Former Iowa Governor Tom Vilsack says he wants to come back to Iowa and he isn’t ruling out another run for political office. Vilsack has served in President Obama’s cabinet since January of 2009, as the nation’s ag secretary.
“I have been really blessed and privileged by this state and the one thing I definitely want to do, regardless of the future, is I want to come back here and I want to contribute in some way,” Vilsack says. “I don’t want to go some place else. I want to come back home because this is where the people of Iowa gave me all these extraordinary opportunities and I will be forever indebted to them.”
Vilsack, who grew up in Pennsylvania, met Christie Bell of Mount Pleasant, Iowa, in college and adopted her hometown as his own after the couple married. Vilsack was elected mayor of Mount Pleasant and won a seat in the state senate before being elected governor in 1998. Vilsack won reelection in 2002, but did not seek a third term, saying eight years was enough. He’s not ruling out the idea of putting his name on an Iowa ballot again, though.
“You know, you never want to say never,” Vilsack said.
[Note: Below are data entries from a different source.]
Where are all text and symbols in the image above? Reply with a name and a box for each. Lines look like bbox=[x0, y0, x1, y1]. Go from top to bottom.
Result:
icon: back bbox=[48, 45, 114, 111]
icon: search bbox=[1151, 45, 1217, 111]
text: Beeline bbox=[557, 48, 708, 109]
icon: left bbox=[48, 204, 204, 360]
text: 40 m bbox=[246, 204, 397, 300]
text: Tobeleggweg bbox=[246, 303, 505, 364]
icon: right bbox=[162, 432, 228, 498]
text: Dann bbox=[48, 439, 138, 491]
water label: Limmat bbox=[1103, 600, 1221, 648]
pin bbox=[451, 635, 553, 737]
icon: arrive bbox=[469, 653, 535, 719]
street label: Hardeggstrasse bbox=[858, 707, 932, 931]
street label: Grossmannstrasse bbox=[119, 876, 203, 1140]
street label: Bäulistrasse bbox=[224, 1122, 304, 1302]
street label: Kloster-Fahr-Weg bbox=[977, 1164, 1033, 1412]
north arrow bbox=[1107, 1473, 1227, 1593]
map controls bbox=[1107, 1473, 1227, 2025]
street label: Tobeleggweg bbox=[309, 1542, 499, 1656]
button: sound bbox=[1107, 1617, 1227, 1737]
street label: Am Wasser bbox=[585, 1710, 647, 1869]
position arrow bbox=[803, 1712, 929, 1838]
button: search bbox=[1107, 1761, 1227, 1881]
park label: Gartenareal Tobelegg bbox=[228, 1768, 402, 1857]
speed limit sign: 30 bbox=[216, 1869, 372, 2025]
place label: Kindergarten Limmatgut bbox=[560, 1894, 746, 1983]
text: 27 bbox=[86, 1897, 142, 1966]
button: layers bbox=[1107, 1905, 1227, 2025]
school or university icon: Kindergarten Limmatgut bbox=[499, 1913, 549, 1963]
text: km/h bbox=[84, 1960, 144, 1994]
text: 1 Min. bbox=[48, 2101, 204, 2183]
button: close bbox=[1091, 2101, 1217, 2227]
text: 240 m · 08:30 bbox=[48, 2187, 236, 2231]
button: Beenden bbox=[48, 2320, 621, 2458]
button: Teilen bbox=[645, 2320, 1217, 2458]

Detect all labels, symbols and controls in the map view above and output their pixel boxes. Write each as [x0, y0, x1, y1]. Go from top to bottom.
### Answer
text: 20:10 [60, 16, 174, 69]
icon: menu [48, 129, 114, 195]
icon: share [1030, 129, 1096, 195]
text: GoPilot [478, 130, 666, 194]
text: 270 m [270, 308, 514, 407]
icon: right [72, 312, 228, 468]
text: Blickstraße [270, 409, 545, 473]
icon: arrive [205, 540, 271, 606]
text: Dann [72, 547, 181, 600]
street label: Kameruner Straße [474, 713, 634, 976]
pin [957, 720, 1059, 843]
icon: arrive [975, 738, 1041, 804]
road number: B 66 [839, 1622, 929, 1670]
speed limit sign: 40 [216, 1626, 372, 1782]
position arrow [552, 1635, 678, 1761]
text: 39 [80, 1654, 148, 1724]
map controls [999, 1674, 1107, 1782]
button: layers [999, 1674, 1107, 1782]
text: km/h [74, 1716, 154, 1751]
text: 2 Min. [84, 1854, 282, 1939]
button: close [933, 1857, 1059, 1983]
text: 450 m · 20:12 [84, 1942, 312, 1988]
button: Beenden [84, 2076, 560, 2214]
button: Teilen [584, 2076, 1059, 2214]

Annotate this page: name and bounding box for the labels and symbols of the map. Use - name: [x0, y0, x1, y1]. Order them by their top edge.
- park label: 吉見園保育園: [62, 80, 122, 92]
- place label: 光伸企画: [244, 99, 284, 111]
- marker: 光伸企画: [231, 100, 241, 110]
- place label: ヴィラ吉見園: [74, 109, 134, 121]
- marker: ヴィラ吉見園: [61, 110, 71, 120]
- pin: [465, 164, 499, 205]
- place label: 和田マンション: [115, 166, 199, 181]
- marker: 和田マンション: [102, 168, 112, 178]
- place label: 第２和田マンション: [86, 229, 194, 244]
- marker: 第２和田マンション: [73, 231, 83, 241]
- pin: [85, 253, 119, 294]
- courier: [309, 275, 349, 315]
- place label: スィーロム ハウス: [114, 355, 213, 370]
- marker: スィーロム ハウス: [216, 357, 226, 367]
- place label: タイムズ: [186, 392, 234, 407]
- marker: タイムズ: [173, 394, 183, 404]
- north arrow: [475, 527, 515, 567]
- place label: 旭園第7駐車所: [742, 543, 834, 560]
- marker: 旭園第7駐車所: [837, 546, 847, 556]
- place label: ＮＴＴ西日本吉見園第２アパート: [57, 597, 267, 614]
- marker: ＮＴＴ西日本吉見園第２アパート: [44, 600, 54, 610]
After disappointing losses in 2014, the Iowa Democratic Party is in the midst of a rebuilding process and Vilsack seems personally committed to the effort. “It’s going to require a lot of work and it’s going to require all hands on deck,” Vilsack says. “And it’s going to require making sure that we are competitive and getting the message out and working in all 99 counties.”
Vilsack says it’s partly about fashioning a message to explain the role government plays in the economy. “I don’t think Iowans understand that $24.8 billion has been invested in their state from the U.S. Department of Agriculture,” Vilsack says. “I don’t think that they have a sense of the reason why we’ve got a 4.4 percent unemployment rate is in part because of the investments we have made and maybe if we understood that a little better, there’d be a different attitude, generally, about government. I don’t think they understand that we are currently working with an operating budget at the U.S.D.A that’s less than it was when I became secretary. Well, shoot. That’s an indication that we get it. That we have to be more efficient and more effective.”
Vilsack says he is not interested in continuing to serve as the nation’s ag secretary if Hillary Clinton wins the White House in 2016. Teaching at a university would be of interest to Vilsack after his time is done at the U.S.D.A., but Vilsack says he is not interested in becoming the next president of the University of Iowa.
Vilsack made his comments during taping of the “Iowa Press” program that will air this coming Friday night on Iowa Public Television.